[Dataset entries]
- - - - - - -

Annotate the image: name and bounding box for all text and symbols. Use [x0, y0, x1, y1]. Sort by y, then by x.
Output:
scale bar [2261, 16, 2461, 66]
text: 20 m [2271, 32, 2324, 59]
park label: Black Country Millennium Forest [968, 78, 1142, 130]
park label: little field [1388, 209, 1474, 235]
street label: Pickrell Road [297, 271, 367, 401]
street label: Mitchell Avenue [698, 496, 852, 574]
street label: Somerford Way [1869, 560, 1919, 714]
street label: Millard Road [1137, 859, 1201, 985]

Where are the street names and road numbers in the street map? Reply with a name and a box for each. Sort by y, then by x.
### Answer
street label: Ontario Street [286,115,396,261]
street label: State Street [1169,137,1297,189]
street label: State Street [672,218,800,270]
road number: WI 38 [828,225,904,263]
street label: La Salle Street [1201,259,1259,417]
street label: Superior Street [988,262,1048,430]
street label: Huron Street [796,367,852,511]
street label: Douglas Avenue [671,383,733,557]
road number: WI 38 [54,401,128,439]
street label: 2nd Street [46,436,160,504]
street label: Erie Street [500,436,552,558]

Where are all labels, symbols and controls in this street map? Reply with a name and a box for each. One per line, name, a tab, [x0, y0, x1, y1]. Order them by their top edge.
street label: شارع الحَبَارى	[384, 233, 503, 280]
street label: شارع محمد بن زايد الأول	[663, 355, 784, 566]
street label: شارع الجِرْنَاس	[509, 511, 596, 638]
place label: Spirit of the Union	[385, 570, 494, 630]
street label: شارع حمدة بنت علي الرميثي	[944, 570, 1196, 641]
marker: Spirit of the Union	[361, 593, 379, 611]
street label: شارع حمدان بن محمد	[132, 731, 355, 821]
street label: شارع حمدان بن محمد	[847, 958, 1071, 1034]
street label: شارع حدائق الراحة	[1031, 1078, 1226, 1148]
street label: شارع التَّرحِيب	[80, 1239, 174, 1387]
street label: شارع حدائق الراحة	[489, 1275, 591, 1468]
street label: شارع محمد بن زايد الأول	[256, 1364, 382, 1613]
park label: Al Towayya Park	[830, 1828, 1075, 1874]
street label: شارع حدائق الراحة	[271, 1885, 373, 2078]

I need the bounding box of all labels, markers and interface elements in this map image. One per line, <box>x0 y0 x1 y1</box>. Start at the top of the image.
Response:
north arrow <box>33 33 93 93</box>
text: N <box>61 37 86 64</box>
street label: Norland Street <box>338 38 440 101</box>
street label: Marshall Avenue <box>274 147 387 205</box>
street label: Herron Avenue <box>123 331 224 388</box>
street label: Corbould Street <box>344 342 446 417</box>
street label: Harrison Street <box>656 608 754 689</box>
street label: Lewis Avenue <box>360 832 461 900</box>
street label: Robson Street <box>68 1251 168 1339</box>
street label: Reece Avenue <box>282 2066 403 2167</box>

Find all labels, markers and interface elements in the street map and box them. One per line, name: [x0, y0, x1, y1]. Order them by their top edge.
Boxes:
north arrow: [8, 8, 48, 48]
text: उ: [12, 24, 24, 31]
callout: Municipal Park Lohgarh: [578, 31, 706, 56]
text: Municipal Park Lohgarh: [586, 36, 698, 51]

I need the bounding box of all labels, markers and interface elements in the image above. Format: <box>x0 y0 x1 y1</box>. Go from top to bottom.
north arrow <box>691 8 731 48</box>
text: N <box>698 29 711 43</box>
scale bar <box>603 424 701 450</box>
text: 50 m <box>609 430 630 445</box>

- - - - - - -

- Exercise: The job here is to write out all the entries again exactly.

- Reply to the task:
Annotate the image: name and bounding box for all text and symbols. Use [x0, y0, x1, y1]. Sort by y, then by x.
Output:
scale bar [2261, 16, 2461, 66]
text: 20 m [2271, 32, 2324, 59]
park label: Black Country Millennium Forest [968, 78, 1142, 130]
park label: little field [1388, 209, 1474, 235]
street label: Pickrell Road [297, 271, 367, 401]
street label: Mitchell Avenue [698, 496, 852, 574]
street label: Somerford Way [1869, 560, 1919, 714]
street label: Millard Road [1137, 859, 1201, 985]

Where are the street names and road numbers in the street map? Reply with a name and a box for each. Sort by y, then by x.
### Answer
street label: Ontario Street [286,115,396,261]
street label: State Street [1169,137,1297,189]
street label: State Street [672,218,800,270]
road number: WI 38 [828,225,904,263]
street label: La Salle Street [1201,259,1259,417]
street label: Superior Street [988,262,1048,430]
street label: Huron Street [796,367,852,511]
street label: Douglas Avenue [671,383,733,557]
road number: WI 38 [54,401,128,439]
street label: 2nd Street [46,436,160,504]
street label: Erie Street [500,436,552,558]

Where are all labels, symbols and controls in this street map? Reply with a name and a box for each. One per line, name, a tab, [x0, y0, x1, y1]. Order them by their top edge.
street label: شارع الحَبَارى	[384, 233, 503, 280]
street label: شارع محمد بن زايد الأول	[663, 355, 784, 566]
street label: شارع الجِرْنَاس	[509, 511, 596, 638]
place label: Spirit of the Union	[385, 570, 494, 630]
street label: شارع حمدة بنت علي الرميثي	[944, 570, 1196, 641]
marker: Spirit of the Union	[361, 593, 379, 611]
street label: شارع حمدان بن محمد	[132, 731, 355, 821]
street label: شارع حمدان بن محمد	[847, 958, 1071, 1034]
street label: شارع حدائق الراحة	[1031, 1078, 1226, 1148]
street label: شارع التَّرحِيب	[80, 1239, 174, 1387]
street label: شارع حدائق الراحة	[489, 1275, 591, 1468]
street label: شارع محمد بن زايد الأول	[256, 1364, 382, 1613]
park label: Al Towayya Park	[830, 1828, 1075, 1874]
street label: شارع حدائق الراحة	[271, 1885, 373, 2078]

I need the bounding box of all labels, markers and interface elements in this map image. One per line, <box>x0 y0 x1 y1</box>. Start at the top of the image.
Response:
north arrow <box>33 33 93 93</box>
text: N <box>61 37 86 64</box>
street label: Norland Street <box>338 38 440 101</box>
street label: Marshall Avenue <box>274 147 387 205</box>
street label: Herron Avenue <box>123 331 224 388</box>
street label: Corbould Street <box>344 342 446 417</box>
street label: Harrison Street <box>656 608 754 689</box>
street label: Lewis Avenue <box>360 832 461 900</box>
street label: Robson Street <box>68 1251 168 1339</box>
street label: Reece Avenue <box>282 2066 403 2167</box>

Find all labels, markers and interface elements in the street map and box them. One per line, name: [x0, y0, x1, y1]. Order them by their top edge.
Boxes:
north arrow: [8, 8, 48, 48]
text: उ: [12, 24, 24, 31]
callout: Municipal Park Lohgarh: [578, 31, 706, 56]
text: Municipal Park Lohgarh: [586, 36, 698, 51]

I need the bounding box of all labels, markers and interface elements in the image above. Format: <box>x0 y0 x1 y1</box>. Go from top to bottom.
north arrow <box>691 8 731 48</box>
text: N <box>698 29 711 43</box>
scale bar <box>603 424 701 450</box>
text: 50 m <box>609 430 630 445</box>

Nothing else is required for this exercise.